*** Block opens ***

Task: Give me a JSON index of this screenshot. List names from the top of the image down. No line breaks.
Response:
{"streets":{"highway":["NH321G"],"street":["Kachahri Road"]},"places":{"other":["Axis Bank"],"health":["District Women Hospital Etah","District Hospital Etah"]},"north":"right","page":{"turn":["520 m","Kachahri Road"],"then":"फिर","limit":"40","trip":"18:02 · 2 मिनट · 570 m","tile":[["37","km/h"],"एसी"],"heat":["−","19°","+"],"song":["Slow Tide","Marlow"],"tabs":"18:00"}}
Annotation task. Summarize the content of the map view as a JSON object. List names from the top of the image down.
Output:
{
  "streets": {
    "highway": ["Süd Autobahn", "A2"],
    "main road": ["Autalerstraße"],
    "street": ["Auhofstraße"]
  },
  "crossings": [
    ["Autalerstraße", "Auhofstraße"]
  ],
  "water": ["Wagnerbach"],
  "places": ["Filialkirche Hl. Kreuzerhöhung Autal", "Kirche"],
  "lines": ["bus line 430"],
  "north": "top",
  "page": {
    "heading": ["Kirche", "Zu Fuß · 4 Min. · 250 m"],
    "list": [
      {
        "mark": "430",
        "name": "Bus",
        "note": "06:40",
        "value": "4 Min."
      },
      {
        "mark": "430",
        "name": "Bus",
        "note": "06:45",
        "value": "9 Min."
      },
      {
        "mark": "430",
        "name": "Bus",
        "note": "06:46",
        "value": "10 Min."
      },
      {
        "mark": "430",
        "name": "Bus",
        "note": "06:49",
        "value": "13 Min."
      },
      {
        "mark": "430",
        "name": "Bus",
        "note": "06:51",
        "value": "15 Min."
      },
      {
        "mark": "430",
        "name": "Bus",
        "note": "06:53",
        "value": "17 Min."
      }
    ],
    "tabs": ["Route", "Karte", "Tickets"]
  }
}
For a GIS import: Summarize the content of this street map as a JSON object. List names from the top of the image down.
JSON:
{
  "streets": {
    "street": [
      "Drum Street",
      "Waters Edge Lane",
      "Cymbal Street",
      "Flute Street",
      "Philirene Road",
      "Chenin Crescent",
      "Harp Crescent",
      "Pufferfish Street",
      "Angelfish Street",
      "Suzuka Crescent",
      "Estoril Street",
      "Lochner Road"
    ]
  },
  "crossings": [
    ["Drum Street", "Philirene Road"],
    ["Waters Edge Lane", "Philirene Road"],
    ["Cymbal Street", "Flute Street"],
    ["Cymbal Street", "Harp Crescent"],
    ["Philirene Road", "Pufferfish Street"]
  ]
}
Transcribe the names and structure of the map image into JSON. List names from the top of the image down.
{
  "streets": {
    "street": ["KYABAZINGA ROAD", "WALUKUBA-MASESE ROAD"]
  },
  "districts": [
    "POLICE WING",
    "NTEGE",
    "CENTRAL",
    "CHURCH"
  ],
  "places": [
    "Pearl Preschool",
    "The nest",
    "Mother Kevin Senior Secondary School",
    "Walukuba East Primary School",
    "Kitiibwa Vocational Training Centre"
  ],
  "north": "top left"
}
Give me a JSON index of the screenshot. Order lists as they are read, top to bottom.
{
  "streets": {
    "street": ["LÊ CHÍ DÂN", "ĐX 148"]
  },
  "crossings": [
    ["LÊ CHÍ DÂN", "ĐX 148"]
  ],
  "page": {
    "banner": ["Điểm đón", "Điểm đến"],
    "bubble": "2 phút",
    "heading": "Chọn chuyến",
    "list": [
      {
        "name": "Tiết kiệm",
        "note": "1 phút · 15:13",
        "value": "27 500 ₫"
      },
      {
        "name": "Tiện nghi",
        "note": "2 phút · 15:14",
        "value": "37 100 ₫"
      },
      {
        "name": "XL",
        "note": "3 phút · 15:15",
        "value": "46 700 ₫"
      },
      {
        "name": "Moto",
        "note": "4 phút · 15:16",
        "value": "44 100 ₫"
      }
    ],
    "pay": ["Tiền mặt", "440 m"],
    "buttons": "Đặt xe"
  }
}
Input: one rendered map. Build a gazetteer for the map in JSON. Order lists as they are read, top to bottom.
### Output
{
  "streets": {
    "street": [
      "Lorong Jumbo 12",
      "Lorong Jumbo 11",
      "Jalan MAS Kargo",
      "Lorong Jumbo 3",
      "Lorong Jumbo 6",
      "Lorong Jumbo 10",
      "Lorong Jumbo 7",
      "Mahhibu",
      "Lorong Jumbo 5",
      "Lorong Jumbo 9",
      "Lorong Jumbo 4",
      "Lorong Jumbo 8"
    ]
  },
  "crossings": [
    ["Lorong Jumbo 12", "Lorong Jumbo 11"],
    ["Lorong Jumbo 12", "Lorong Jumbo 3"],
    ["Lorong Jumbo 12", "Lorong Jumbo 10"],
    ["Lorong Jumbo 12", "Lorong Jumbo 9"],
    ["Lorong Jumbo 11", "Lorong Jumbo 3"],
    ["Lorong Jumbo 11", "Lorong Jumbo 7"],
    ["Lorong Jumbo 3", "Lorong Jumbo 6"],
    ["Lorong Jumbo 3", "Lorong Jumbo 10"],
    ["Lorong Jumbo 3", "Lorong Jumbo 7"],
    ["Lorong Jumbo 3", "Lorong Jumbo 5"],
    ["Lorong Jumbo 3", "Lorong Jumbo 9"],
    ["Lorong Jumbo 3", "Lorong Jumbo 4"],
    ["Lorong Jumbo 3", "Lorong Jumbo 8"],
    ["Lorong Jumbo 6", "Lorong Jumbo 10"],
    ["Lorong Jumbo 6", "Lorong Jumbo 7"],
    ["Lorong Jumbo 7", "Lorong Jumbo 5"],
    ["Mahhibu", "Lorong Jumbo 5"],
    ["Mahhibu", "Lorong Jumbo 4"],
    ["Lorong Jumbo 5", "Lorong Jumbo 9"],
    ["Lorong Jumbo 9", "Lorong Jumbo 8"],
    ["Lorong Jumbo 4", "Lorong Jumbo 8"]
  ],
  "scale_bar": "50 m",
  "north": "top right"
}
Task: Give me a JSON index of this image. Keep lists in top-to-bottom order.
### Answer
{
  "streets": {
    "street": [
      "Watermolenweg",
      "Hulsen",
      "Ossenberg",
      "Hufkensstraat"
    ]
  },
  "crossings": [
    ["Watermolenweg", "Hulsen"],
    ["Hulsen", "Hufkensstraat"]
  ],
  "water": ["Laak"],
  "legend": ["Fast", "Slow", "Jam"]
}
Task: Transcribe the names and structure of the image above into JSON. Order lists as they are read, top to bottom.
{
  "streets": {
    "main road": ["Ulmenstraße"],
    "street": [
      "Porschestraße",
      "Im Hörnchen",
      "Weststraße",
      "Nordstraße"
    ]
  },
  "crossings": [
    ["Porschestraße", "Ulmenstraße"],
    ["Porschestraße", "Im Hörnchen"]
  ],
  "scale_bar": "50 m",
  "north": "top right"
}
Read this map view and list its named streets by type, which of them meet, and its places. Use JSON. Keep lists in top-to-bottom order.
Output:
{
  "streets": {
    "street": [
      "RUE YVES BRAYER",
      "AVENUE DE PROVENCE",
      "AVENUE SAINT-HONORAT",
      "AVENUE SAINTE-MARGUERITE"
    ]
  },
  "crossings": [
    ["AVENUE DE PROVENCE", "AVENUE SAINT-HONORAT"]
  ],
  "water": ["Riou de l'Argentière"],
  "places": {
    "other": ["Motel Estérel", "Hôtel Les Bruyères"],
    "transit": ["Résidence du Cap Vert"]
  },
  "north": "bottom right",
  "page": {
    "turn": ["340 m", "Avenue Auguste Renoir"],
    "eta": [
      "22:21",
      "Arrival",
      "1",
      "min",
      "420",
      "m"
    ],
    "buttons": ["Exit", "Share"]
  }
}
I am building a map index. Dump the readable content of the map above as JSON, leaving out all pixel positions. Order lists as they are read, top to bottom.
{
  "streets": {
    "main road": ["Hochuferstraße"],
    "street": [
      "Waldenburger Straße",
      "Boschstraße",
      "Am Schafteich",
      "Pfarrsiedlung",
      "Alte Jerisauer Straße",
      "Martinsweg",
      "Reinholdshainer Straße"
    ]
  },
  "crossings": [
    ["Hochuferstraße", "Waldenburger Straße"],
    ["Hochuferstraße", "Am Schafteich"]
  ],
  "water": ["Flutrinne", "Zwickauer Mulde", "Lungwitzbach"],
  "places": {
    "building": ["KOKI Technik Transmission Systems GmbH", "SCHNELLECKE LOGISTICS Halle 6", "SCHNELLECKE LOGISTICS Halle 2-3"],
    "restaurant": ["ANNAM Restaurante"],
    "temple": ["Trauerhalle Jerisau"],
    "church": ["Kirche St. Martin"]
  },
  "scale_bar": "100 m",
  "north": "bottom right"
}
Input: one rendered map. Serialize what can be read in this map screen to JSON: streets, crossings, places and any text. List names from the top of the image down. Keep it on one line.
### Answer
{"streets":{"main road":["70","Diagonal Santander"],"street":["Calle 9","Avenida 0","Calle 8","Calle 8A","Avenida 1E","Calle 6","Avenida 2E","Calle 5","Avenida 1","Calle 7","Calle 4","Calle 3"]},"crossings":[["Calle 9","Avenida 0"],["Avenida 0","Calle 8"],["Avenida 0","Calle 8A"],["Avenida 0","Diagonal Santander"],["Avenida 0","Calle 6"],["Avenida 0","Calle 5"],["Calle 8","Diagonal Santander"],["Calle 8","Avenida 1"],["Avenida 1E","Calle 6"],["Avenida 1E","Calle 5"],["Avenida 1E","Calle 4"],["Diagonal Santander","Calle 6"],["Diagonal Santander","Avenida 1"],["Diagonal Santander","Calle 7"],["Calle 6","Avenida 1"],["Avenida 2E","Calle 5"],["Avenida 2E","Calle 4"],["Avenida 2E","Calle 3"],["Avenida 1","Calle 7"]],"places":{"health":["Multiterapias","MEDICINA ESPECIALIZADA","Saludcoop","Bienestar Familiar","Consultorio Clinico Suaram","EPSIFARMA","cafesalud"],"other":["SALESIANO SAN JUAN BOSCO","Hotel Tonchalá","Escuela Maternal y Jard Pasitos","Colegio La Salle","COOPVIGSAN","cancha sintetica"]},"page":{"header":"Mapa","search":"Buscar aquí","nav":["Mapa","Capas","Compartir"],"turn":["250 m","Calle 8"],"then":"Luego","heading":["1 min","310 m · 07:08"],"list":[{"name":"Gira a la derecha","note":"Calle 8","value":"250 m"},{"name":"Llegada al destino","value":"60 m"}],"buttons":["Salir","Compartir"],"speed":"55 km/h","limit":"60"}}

*** Block closes ***

THE TASK:
Each line from the top of the entries above through the line containing "Annotation task. Summarize" must be transcribed exactly, and no other line may appear.

EXERCISE RESPONSE:
Task: Give me a JSON index of this screenshot. List names from the top of the image down. No line breaks.
Response:
{"streets":{"highway":["NH321G"],"street":["Kachahri Road"]},"places":{"other":["Axis Bank"],"health":["District Women Hospital Etah","District Hospital Etah"]},"north":"right","page":{"turn":["520 m","Kachahri Road"],"then":"फिर","limit":"40","trip":"18:02 · 2 मिनट · 570 m","tile":[["37","km/h"],"एसी"],"heat":["−","19°","+"],"song":["Slow Tide","Marlow"],"tabs":"18:00"}}
Annotation task. Summarize the content of the map view as a JSON object. List names from the top of the image down.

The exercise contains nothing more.